There they hung, in all their decent innocence of shape in the seat, and they were shorter of leg, longer of waist, and wilder of pattern than he had ever worn before. And as he looked on them the small devil of Original Sin awoke and clamoured in his breast. He was ashamed of it, of course, for well he knew the gratitude he owed his wife for those same trousers, among other blessings. Still, there the small devil was, and the small devil was fertile in base suggestions, and could not be kept from hinting at the new crop of workshop gibes that would spring at Tommy's first public appearance in such things.

"Pitch 'em in the dust-bin!" said the small devil at last. "It's all they're fit for."

Simmons turned away in sheer horror of his wicked self, and for a moment thought of washing the tea-things over again by way of discipline. Then he made for the back room, but saw from the landing that the front door was standing open, probably the fault of the child downstairs. Now a front door standing open was a thing that Mrs.

Simmons would /not/ abide: it looked low. So Simmons went down, that she might not be wroth with him for the thing when she came back; and, as he shut the door, he looked forth into the street.

A man was loitering on the pavement, and prying curiously about the door. His face was tanned, his hands were deep in the pockets of his unbraced blue trousers, and well back on his head he wore the high-crowned peaked cap, topped with a knob of wool, which is affected by Jack ashore about the docks.

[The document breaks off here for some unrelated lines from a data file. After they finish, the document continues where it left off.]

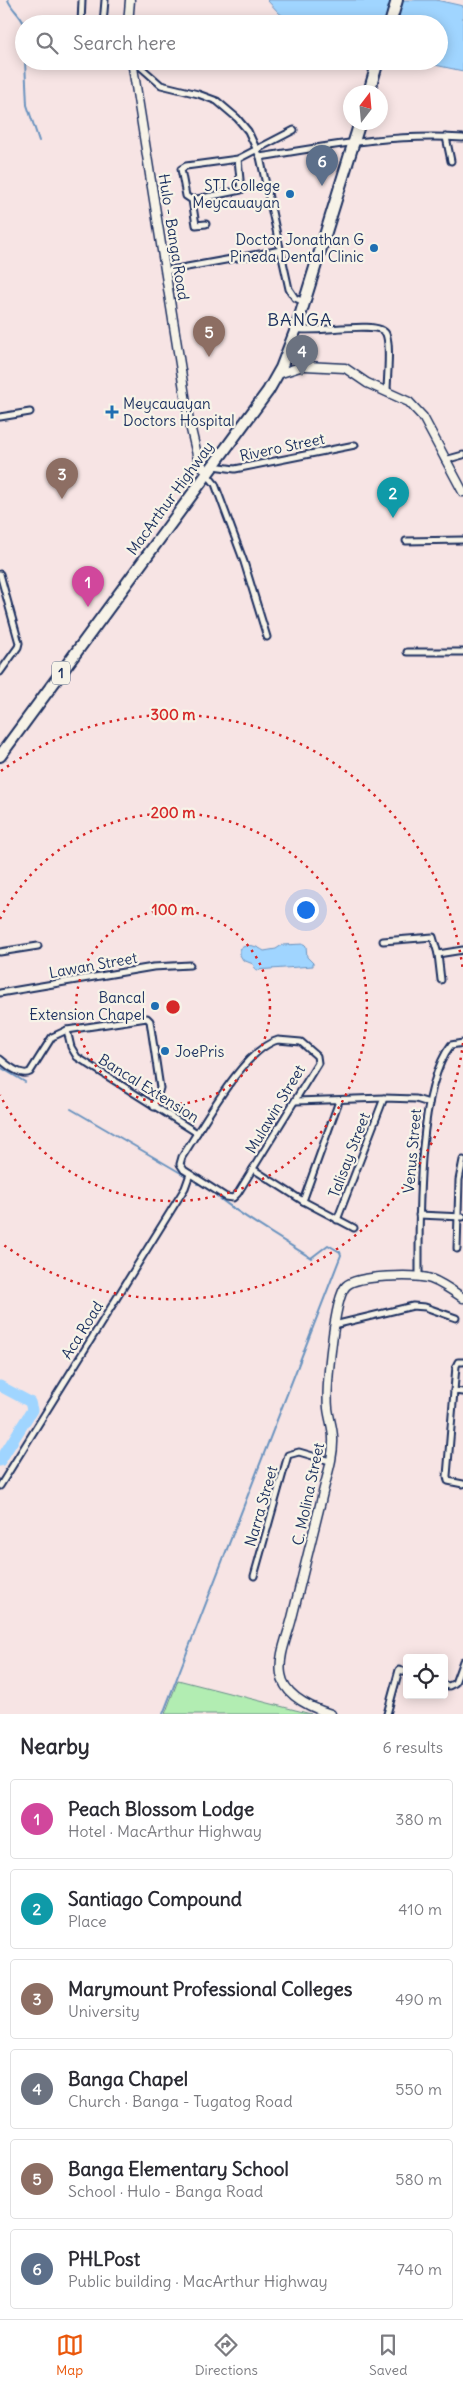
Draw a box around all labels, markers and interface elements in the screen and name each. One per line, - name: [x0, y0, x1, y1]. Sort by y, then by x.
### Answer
- search box: [15, 15, 448, 70]
- icon: search: [33, 29, 61, 57]
- text: Search here: [73, 31, 176, 55]
- north arrow: [343, 85, 388, 130]
- pin: 6: [306, 145, 338, 186]
- street label: Hulo - Banga Road: [155, 172, 193, 302]
- place label: STI College Meycauayan: [192, 176, 280, 212]
- marker: STI College Meycauayan: [284, 188, 296, 200]
- place label: Doctor Jonathan G Pineda Dental Clinic: [230, 230, 364, 266]
- marker: Doctor Jonathan G Pineda Dental Clinic: [368, 242, 380, 254]
- district label: BANGA: [267, 308, 333, 331]
- pin: 5: [193, 316, 225, 357]
- pin: 4: [286, 335, 318, 376]
- place label: Meycauayan Doctors Hospital: [123, 394, 235, 430]
- marker: Meycauayan Doctors Hospital: [105, 405, 119, 419]
- street label: Rivero Street: [238, 429, 326, 465]
- street label: MacArthur Highway: [122, 437, 218, 559]
- pin: 3: [46, 458, 78, 499]
- pin: 2: [377, 477, 409, 518]
- pin: 1: [72, 566, 104, 607]
- road number: 1: [52, 661, 70, 684]
- text: 300 m: [151, 705, 196, 724]
- text: 200 m: [151, 803, 195, 822]
- your location: [293, 897, 319, 923]
- text: 100 m: [152, 900, 194, 919]
- street label: Lawan Street: [47, 948, 139, 982]
- place label: Bancal Extension Chapel: [29, 988, 145, 1024]
- centre of rings: [164, 998, 182, 1016]
- marker: Bancal Extension Chapel: [149, 1000, 161, 1012]
- place label: JoePris: [175, 1042, 224, 1061]
- marker: JoePris: [159, 1045, 171, 1057]
- street label: Bancal Extension: [95, 1049, 203, 1127]
- street label: Mulawin Street: [241, 1061, 309, 1157]
- street label: Venus Street: [399, 1108, 425, 1194]
- street label: Talisay Street: [324, 1110, 374, 1200]
- street label: Aca Road: [57, 1297, 107, 1362]
- street label: C. Molina Street: [288, 1441, 328, 1547]
- street label: Narra Street: [240, 1463, 282, 1549]
- map controls: [403, 1654, 448, 1699]
- button: locate: [403, 1654, 448, 1699]
- text: Nearby: [20, 1733, 90, 1760]
- text: 6 results: [382, 1737, 443, 1757]
- text: Peach Blossom Lodge: [68, 1797, 254, 1821]
- text: 1: [34, 1809, 40, 1829]
- text: 380 m: [395, 1809, 442, 1829]
- text: Hotel · MacArthur Highway: [68, 1821, 262, 1841]
- text: Santiago Compound: [68, 1887, 242, 1911]
- text: 2: [33, 1899, 41, 1919]
- text: 410 m: [398, 1899, 442, 1919]
- text: Place: [68, 1911, 107, 1931]
- text: Marymount Professional Colleges: [68, 1977, 353, 2001]
- text: 3: [32, 1989, 42, 2009]
- text: 490 m: [395, 1989, 442, 2009]
- text: University: [68, 2001, 140, 2021]
- text: Banga Chapel: [68, 2067, 188, 2091]
- text: 4: [32, 2079, 42, 2099]
- text: 550 m: [395, 2079, 442, 2099]
- text: Church · Banga - Tugatog Road: [68, 2091, 293, 2111]
- text: Banga Elementary School: [68, 2157, 289, 2181]
- text: 5: [32, 2169, 42, 2189]
- text: 580 m: [395, 2169, 442, 2189]
- text: School · Hulo - Banga Road: [68, 2181, 263, 2201]
- text: PHLPost: [68, 2247, 140, 2271]
- text: 6: [32, 2259, 42, 2279]
- text: 740 m: [397, 2259, 442, 2279]
- text: Public building · MacArthur Highway: [68, 2271, 328, 2291]
- tab: Map: [56, 2331, 84, 2379]
- tab: Directions: [195, 2331, 258, 2379]
- tab: Saved: [369, 2331, 407, 2379]

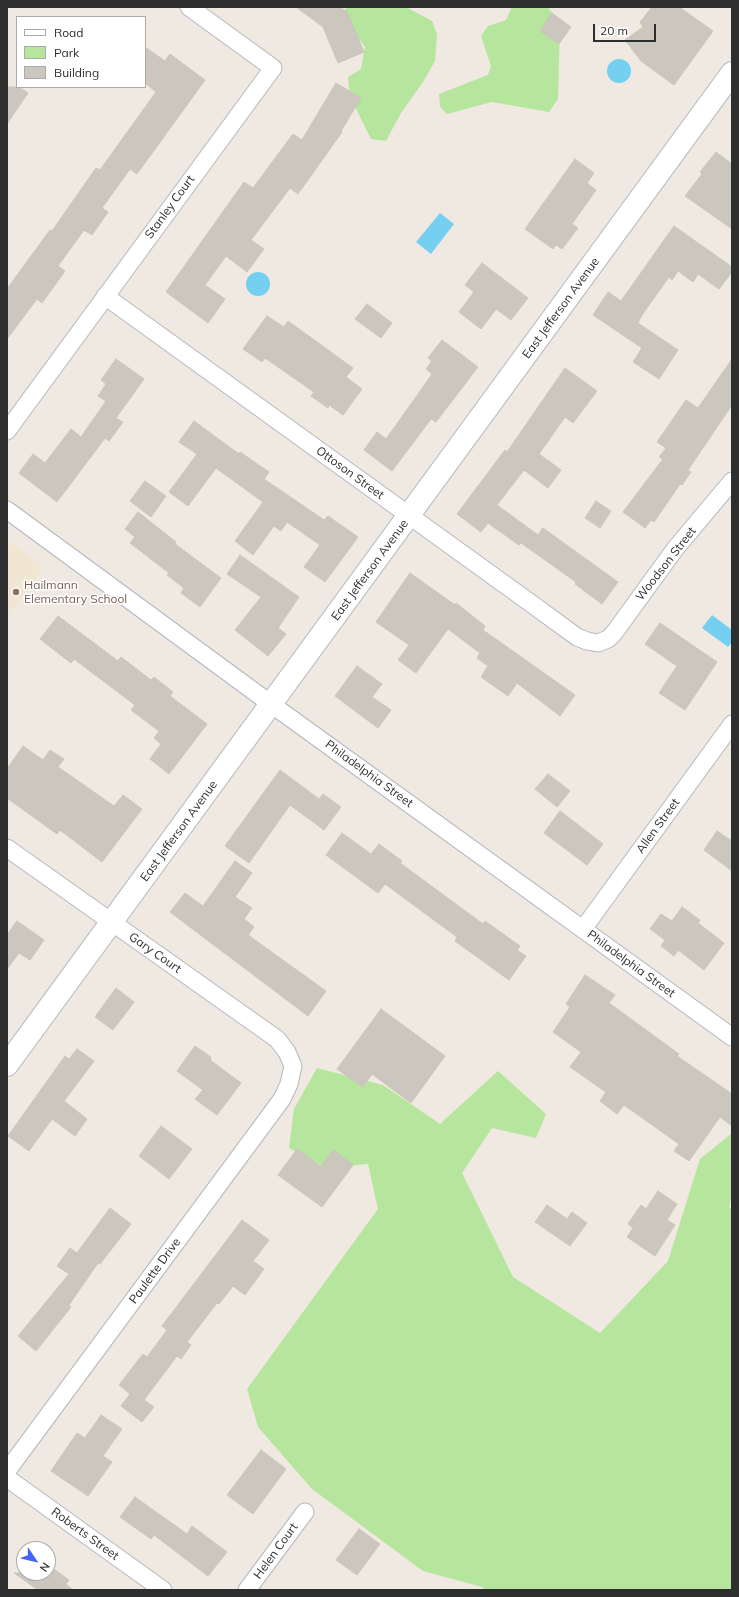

He lurched a step nearer to the door, and "Mrs. Ford ain't in, is she?" he said.

Simmons stared at him for a matter of five seconds, and then said, "Eh?"

"Mrs. Ford as was, then--Simmons now, ain't it?"

He said this with a furtive leer that Simmons neither liked nor understood.

"No," said Simmons; "she ain't in now."

"You ain't her 'usband, are ye?"

"Yus."

The man took his pipe from his mouth and grinned silently and long.

"Blimy," he said at length, "you look like the sort o' bloke she'd like," and with that he grinned again. Then, seeing that Simmons made ready to shut the door, he put a foot on the sill and a hand against the panel. "Don't be in a 'hurry, matey," he said; "I come 'ere t''ave a little talk with you, man to man, d' ye see?" And he frowned fiercely.

Tommy Simmons felt uncomfortable, but the door would not shut, so he parleyed. "Wotjer want?" he asked, "I dunno you."

"Then, if you'll excuse the liberty, I'll interdooce meself, in a manner of speaking." He touched his cap with a bob of mock humility.

"I'm Bob Ford," he said, "come back out o' kingdom come so to say. Me as went down with the /Mooltan/--safe dead five year gone. I come to see my wife."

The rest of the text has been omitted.